I have no idea what to title this blog...COFFEE!

Halloween 2011
Who gets to draw that lucky lottery ticket in life?  It's a huge crap shoot, isn't it?  I mean, seriously what made me so fortunate?  (Uh oh...Bri is in deep contemplation mode, look out.  Pour a cup of Oolong Tea and get settled). 

I read an article about animals which mate for life the other day.  My brain is addled and I can't remember what they are.  This makes me laugh out loud.  I suppose I should get another cup of coffee - or grit my teeth and join you in that cup of tea - and attempt some research but I'm too lazy to do either.  I remember one of these critters are pigeonsWho knew?!  Wolves, maybe?  Hmmm?  Penguins, I'm certain of it.  Eric and Bri Potts, definitely.  We weren't in the article but I'm sure we could have been classified as a pair of unique mammals mated for life.

I know with as much certainty - as I'm sure I'll be breaking into the bag of Fritos in less than an hour - that I'll be happily married to Eric until one of us bites the dust.  There's no question about it.  Now, God bless my ex-husband, but when we were married there were moments when I dreamt about divorce; I longed for a reason to see us go our separate ways.  You see, when I was young I jumped the gun and bought into the fairy tale that everyone had a soul mate in life.  Well now that I'm older and wiser, I don't think this is entirely true.
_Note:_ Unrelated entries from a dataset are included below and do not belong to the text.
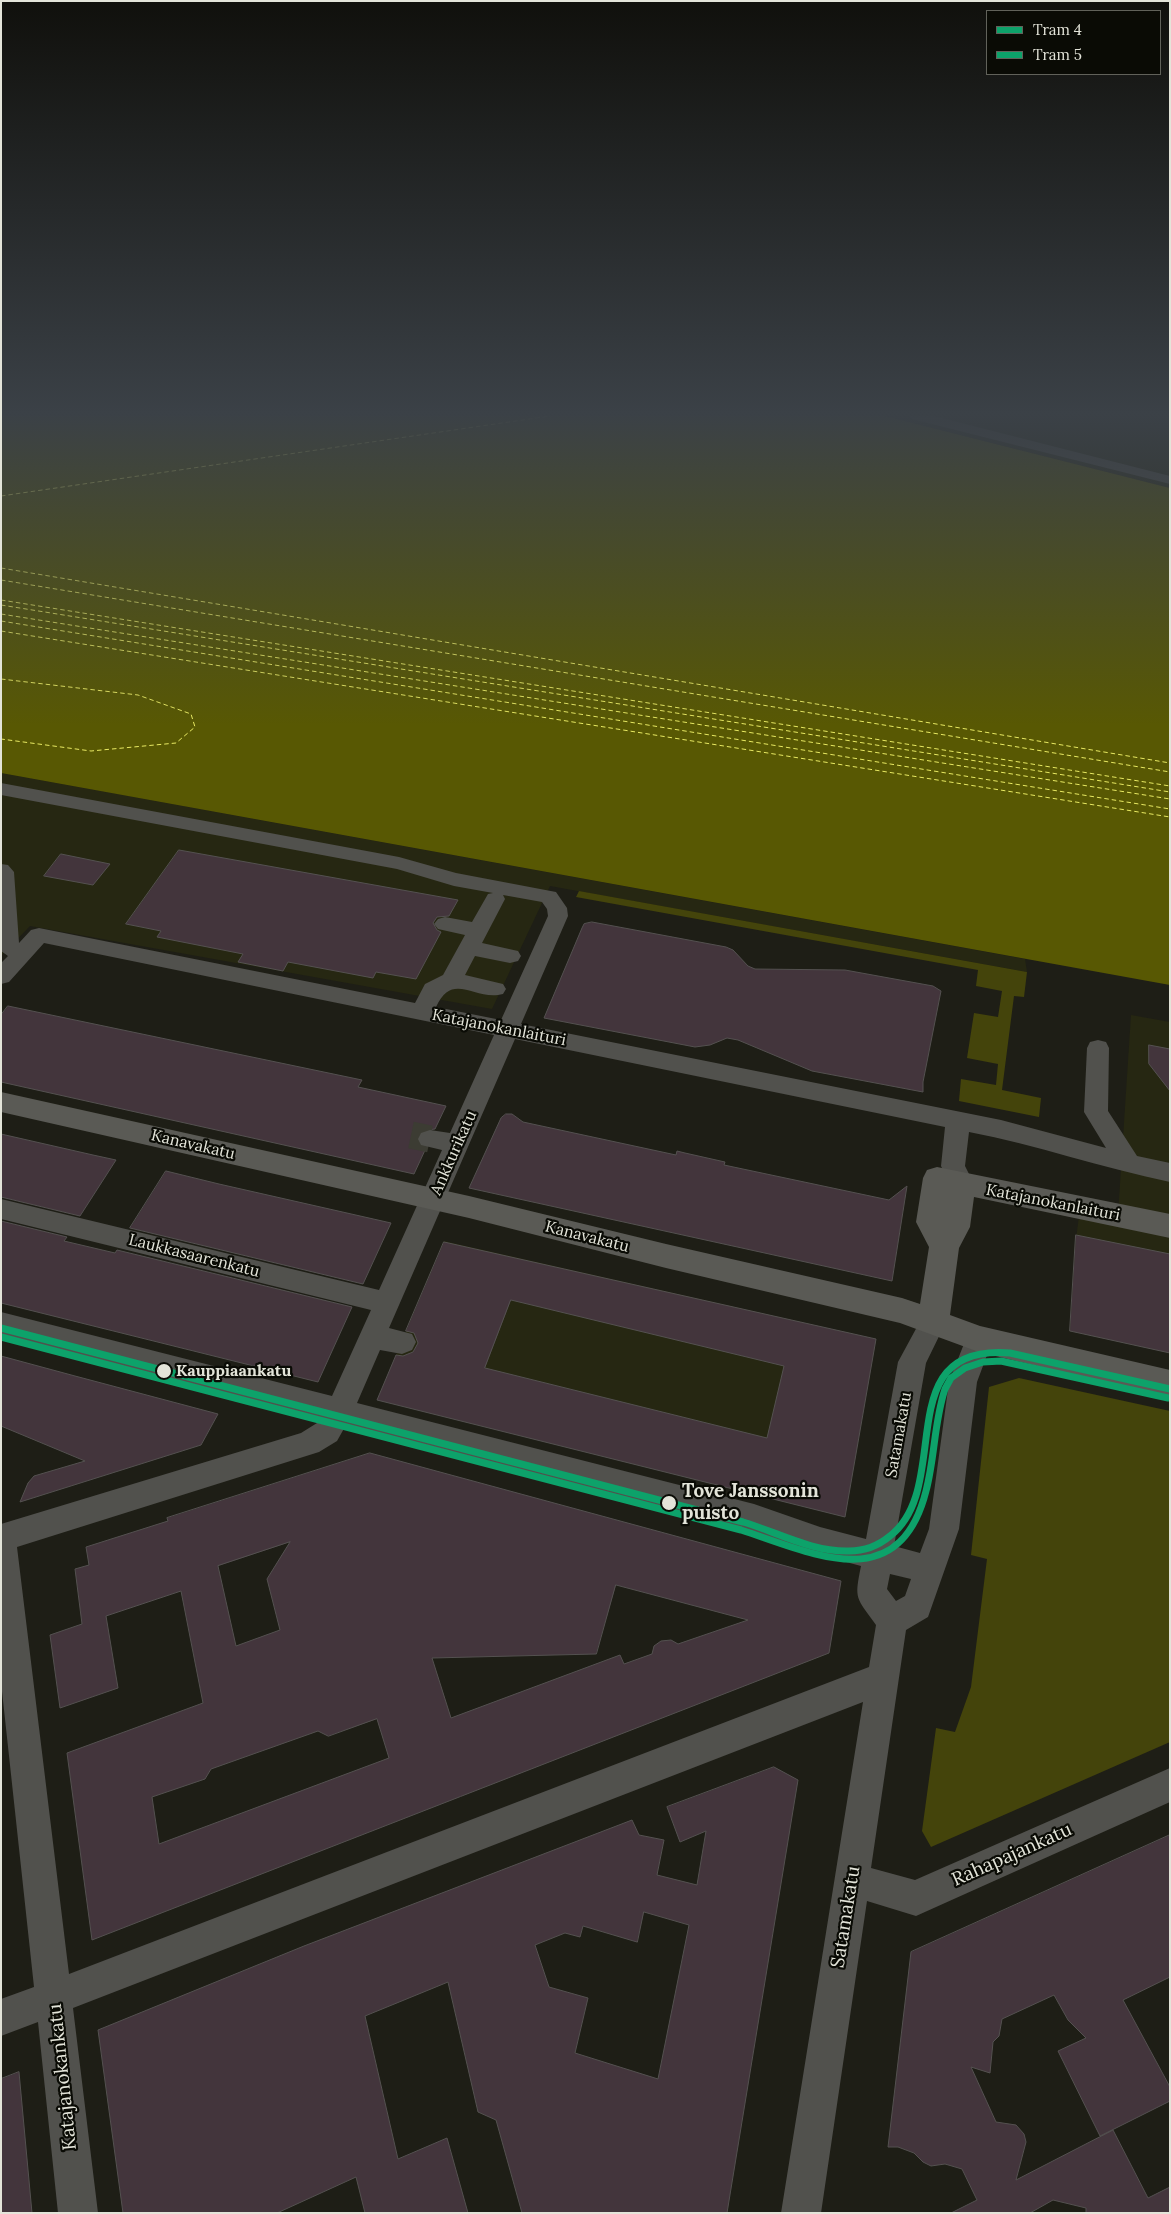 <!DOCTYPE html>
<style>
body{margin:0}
#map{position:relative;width:1171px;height:2214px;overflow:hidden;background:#1e1e16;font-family:Lora,serif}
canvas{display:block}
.frame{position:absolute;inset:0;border:2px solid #e3e4d9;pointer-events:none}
.legend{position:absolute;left:986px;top:10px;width:175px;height:65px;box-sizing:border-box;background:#0a0b05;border:1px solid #61625a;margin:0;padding:6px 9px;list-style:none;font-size:15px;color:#e3e4d9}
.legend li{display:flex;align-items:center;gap:10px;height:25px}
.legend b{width:25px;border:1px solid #61625a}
</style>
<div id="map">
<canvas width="1171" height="2214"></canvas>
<div class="frame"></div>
<ul class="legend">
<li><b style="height:6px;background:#0da26a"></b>Tram 4</li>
<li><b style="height:6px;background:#0da26a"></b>Tram 5</li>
</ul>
</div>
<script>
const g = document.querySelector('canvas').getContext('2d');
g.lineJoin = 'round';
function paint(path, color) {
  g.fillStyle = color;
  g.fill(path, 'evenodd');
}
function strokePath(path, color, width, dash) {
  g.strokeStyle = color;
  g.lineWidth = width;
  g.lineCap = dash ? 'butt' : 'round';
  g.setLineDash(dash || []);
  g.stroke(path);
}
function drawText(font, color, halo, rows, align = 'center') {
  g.font = font + ' Lora,serif';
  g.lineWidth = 4.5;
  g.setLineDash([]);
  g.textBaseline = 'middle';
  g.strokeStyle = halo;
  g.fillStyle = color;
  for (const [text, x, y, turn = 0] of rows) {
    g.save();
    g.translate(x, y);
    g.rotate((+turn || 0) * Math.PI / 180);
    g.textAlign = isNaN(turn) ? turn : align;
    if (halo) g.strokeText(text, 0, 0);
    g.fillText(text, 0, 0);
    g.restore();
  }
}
paint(new Path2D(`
 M 885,416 L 1170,416 L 1170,488 Z
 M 1,773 L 1025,959 L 1027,972 L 550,886 L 492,1009 L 30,926 L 1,956 Z
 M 1131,1015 L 1170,1022 L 1170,1353 L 1070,1331 L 1075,1247 L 1080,1208 L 1118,1215 Z
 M 444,1241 L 876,1339 L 845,1517 L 377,1400 Z`), '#262712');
paint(new Path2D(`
 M 579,891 L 1027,972 L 1024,997 L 1014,996 L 1002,1090 L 1041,1098 L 1039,1117 L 959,1101 L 961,1079 L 996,1085 L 998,1064 L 967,1058 L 974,1013 L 998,1017 L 1002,991 L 976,986 L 978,970 L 576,897 Z
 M 1019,1378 L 1170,1411 L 1170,1742 L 931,1847 L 922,1831 L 936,1728 L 955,1732 L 971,1687 L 987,1559 L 971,1555 L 989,1387 Z`), '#44440b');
paint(new Path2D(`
 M 1,416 L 885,416 L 1170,488 L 1170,985 L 1,773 Z`), '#585803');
strokePath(new Path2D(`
 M 1,496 L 550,416
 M 1,568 L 1170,763
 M 1,580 L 1170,772
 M 1,600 L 1170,786
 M 1,605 L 1170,792
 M 1,614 L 1170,799
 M 1,621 L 1170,809
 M 1,631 L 1170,817
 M 1,679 L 138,695 L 191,714 L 195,727 L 176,743 L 91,751 L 1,739`), '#e9ea63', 1, [4.5, 3]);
const building = new Path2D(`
 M 179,850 L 458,900 L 449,916 L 437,917 L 433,923 L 437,930 L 441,932 L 416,979 L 376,972 L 373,978 L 288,962 L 283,971 L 238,962 L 243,954 L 157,937 L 161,931 L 126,924 Z
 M 61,854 L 110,864 L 93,885 L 44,876 Z
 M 592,922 L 726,947 L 733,950 L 748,966 L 755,969 L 845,970 L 933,986 L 941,991 L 923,1082 L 923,1092 L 812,1071 L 738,1040 L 727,1038 L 710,1045 L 695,1047 L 544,1018 L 582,928 L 584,924 Z
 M 8,1006 L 362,1080 L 358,1087 L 446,1106 L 435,1129 L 420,1131 L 416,1138 L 419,1146 L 426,1148 L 414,1174 L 1,1082 L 1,1015 Z
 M 1149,1045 L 1170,1049 L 1170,1091 L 1149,1064 Z
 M 506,1114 L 512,1114 L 523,1122 L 676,1155 L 677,1151 L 685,1153 L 725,1162 L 724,1165 L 889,1200 L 907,1186 L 892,1281 L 469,1188 L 501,1118 Z
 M 1,1134 L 93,1155 L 116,1160 L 80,1216 L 1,1197 Z
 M 166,1171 L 219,1184 L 391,1223 L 363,1284 L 130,1228 Z
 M 1,1221 L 67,1237 L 64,1241 L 115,1253 L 117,1250 L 352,1307 L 318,1382 L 1,1303 Z
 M 1076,1235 L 1170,1254 L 1170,1353 L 1070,1331 Z
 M 444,1242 L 876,1339 L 845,1517 L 377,1400 L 396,1355 L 403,1356 L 413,1352 L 418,1343 L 414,1333 L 406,1331 ZM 511,1300 L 784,1366 L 767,1438 L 485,1368 Z
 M 1,1356 L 75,1376 L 218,1414 L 201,1445 L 20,1502 L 28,1483 L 34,1476 L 85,1461 L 1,1426 Z
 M 370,1453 L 841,1581 L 829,1653 L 92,1940 L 67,1753 L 203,1703 L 181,1591 L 106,1616 L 118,1688 L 60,1708 L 50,1635 L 82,1624 L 75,1569 L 89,1565 L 86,1547 L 168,1521 L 167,1518 ZM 290,1542 L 267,1579 L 280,1630 L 236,1646 L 218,1566 ZM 616,1585 L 748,1620 L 678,1644 L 671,1640 L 661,1641 L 654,1646 L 652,1654 L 624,1664 L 620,1655 L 451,1718 L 432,1658 L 596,1654 ZM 377,1719 L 389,1758 L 159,1844 L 152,1797 L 205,1779 L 211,1769 L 318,1731 L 328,1736 Z
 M 774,1767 L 798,1780 L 727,2213 L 522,2213 L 496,2120 L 478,2112 L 448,1982 L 365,2016 L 398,2159 L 447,2138 L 468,2213 L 365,2213 L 356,2177 L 277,2213 L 123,2213 L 98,2030 L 304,1946 L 632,1820 L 639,1835 L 664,1840 L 657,1875 L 697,1885 L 706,1831 L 680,1842 L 667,1807 ZM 644,1912 L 689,1925 L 658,2079 L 575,2053 L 588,1998 L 549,1987 L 535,1945 L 565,1933 L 580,1937 L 583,1926 L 637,1942 Z
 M 1170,1835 L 1170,1977 L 1123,2000 L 1170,2087 L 1170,2101 L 1100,2136 L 1058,2051 L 1086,2038 L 1068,2020 L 1054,1995 L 1002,2019 L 999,2036 L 993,2042 L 990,2073 L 971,2067 L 996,2122 L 1016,2125 L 1024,2134 L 1026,2142 L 1016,2180 L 1113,2130 L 1148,2198 L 1170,2187 L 1170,2213 L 1086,2213 L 1086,2208 L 1053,2200 L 1030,2213 L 951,2213 L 977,2200 L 962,2169 L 945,2164 L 931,2166 L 923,2162 L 914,2153 L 898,2147 L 888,2147 L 911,1952 Z
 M 19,2072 L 32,2213 L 1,2213 L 1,2079 Z`);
paint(building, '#43353c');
strokePath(building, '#545150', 1);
strokePath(new Path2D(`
 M 411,1135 L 430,1139`), '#3c3c33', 27, [27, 13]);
paint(new Path2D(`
 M 910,416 L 934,416 L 1170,476 L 1170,484 L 912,419 Z
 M 1,783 L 399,857 L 456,873 L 556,892 L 567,908 L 568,916 L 521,1024 L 1001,1120 L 1106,1148 L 1084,1112 L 1087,1048 L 1090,1042 L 1098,1040 L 1106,1042 L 1109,1048 L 1108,1111 L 1137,1156 L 1170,1163 L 1170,1182 C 1102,1168 1037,1145 969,1132 L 965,1166 L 974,1184 L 971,1191 L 962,1194 L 953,1191 L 941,1166 L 945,1127 L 515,1039 L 389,1328 L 412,1334 L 416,1342 L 412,1350 L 402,1354 L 380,1350 L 357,1403 L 754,1504 L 820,1527 L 866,1539 L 898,1362 L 924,1314 L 933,1311 L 942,1314 L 946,1322 L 926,1363 L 894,1546 L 920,1553 L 929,1529 L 949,1382 L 969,1331 L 979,1328 L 989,1331 L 993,1339 L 977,1382 L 959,1529 L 928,1617 L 906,1630 L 871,1868 L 915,1880 L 1170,1768 L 1170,1802 L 916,1916 L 867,1901 L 821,2213 L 781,2213 L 863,1702 L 73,2008 L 98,2213 L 58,2213 L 38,2022 L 1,2036 L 1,1999 L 34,1987 L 1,1682 L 1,1524 L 301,1433 L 317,1423 L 320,1418 L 1,1334 L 1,1312 L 332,1396 L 371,1310 L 1,1219 L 1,1199 L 379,1290 L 442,1150 L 421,1145 L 418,1139 L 421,1133 L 430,1130 L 450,1133 L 494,1035 L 44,943 L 9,982 L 1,984 L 1,963 L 8,956 L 1,951 L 1,864 L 8,865 L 14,872 L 19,943 L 31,930 L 39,928 L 415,1003 L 425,984 L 443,975 L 465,935 L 438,929 L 434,924 L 438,919 L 445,917 L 472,922 L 488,894 L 493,893 L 454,886 L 397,869 L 1,795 ZM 503,895 L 542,902 L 547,909 L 548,916 L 501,1020 L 436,1007 C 453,970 475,1002 503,994 L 506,989 L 503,984 L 465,975 L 475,956 L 510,963 L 518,961 L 521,956 L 518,951 L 482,943 L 505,899 ZM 346,1425 L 754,1532 L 820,1555 L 861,1566 C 854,1600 856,1597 876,1625 L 869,1667 L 69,1974 L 17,1547 L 319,1452 L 337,1441 ZM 890,1574 L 911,1579 L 905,1596 L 896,1601 L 887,1589 Z`), '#51514d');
paint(new Path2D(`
 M 1,1092 L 469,1196 L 666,1244 L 902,1298 L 920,1304 L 929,1247 L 916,1222 L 923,1178 L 927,1170 L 937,1167 L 1170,1214 L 1170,1238 L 974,1197 L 970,1227 L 959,1248 L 950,1315 L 980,1326 L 1170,1370 L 1170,1398 L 979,1352 L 900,1323 L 666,1268 L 469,1218 L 1,1112 Z`), '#5a5a55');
strokePath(new Path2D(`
 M 1,1328 L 743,1522 C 777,1532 812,1552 849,1551 C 865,1551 878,1546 890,1536 C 955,1486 887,1343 1010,1353 L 1170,1389`), '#0da26a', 7);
strokePath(new Path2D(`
 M 1,1337 L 741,1530 C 812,1553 899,1598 926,1491 C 935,1457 934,1422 945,1389 L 951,1378 L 965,1368 L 983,1362 L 1001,1361 L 1168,1398`), '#0da26a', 7);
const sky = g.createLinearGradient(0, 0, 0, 726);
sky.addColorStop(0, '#10100c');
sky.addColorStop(0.57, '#3b4147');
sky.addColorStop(1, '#3b414700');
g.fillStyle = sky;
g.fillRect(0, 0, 1171, 726);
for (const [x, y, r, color] of [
 [164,1371,8,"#e3e4d9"],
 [669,1503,8,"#e3e4d9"]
]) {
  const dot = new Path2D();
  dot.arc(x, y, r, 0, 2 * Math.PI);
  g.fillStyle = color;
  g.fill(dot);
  strokePath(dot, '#0a0b05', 2);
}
drawText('16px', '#e3e4d9', '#0a0b05', [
 ["Katajanokanlaituri",499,1028,11],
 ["Kanavakatu",193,1145,13],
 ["Ankkurikatu",454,1153,-66],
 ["Katajanokanlaituri",1053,1203,11],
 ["Kanavakatu",587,1237,14],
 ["Laukkasaarenkatu",194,1256,14],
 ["Satamakatu",899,1435,-80]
]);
drawText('bold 16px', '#e3e4d9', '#0a0b05', [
 ["Kauppiaankatu",176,1371]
], 'left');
drawText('bold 19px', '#e3e4d9', '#0a0b05', [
 ["Tove Janssonin",682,1492],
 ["puisto",682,1514]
], 'left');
drawText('19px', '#e3e4d9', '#0a0b05', [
 ["Rahapajankatu",1012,1855,-24],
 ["Satamakatu",846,1917,-81],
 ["Katajanokankatu",63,2077,-96]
]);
</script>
Jeff and I had nothing in common when we stood in front of a Catholic priest and exchanged vows.  In fact, shame on me for even allowing it to happen.  Poor guy.  Not only was he "jonesing" for a cigarette but half the church were tried and true Wiccans.  I'm surprised God didn't strike the steeple with lightning that beautiful December morning.  I planned the whole ridiculous circus though I must say it was a very pretty event in its own hypocrisy.  Jeff and I are friends today in every sense of the word.  Odd friends, but friends none the less. I love his family and will always consider them a very special part of my life.

Soul mates are rare.  I don't believe everyone is intended to find the "perfect fit".  This sounds sad, I get it.  I used to tell people, "Just hang on, he or she is out there waiting for you."  I'm not so sure anymore.  Perhaps not everyone is meant to live "happily ever after" with a nice house in the suburbs.  Maybe some folks are meant to have several great loves in their lives.  So what if they don't have a ridiculously big wedding (and trust me ladies, it's a huge hassle and expense for a divorce four years later).  I think both options sound lovely and I believe too many people die lonely because they're waiting for Mr. or Ms. Right to pass their way or panic and make the wrong choice.

Men and women need to take a deep breath and relax.  The question I hear all the time is, "Bri, how did you know Eric was the one?"  Funny, I didn't.  I knew him for years; fourteen to be exact before God whacked me on the side of the head and said, "WAKE UP DUMB ASS!"  Then, I just knew.  I felt in the core of my being that I didn't want to spend another moment away from him; if I split a nail, had a funny joke to share, or just wanted to be - it needed to be with him.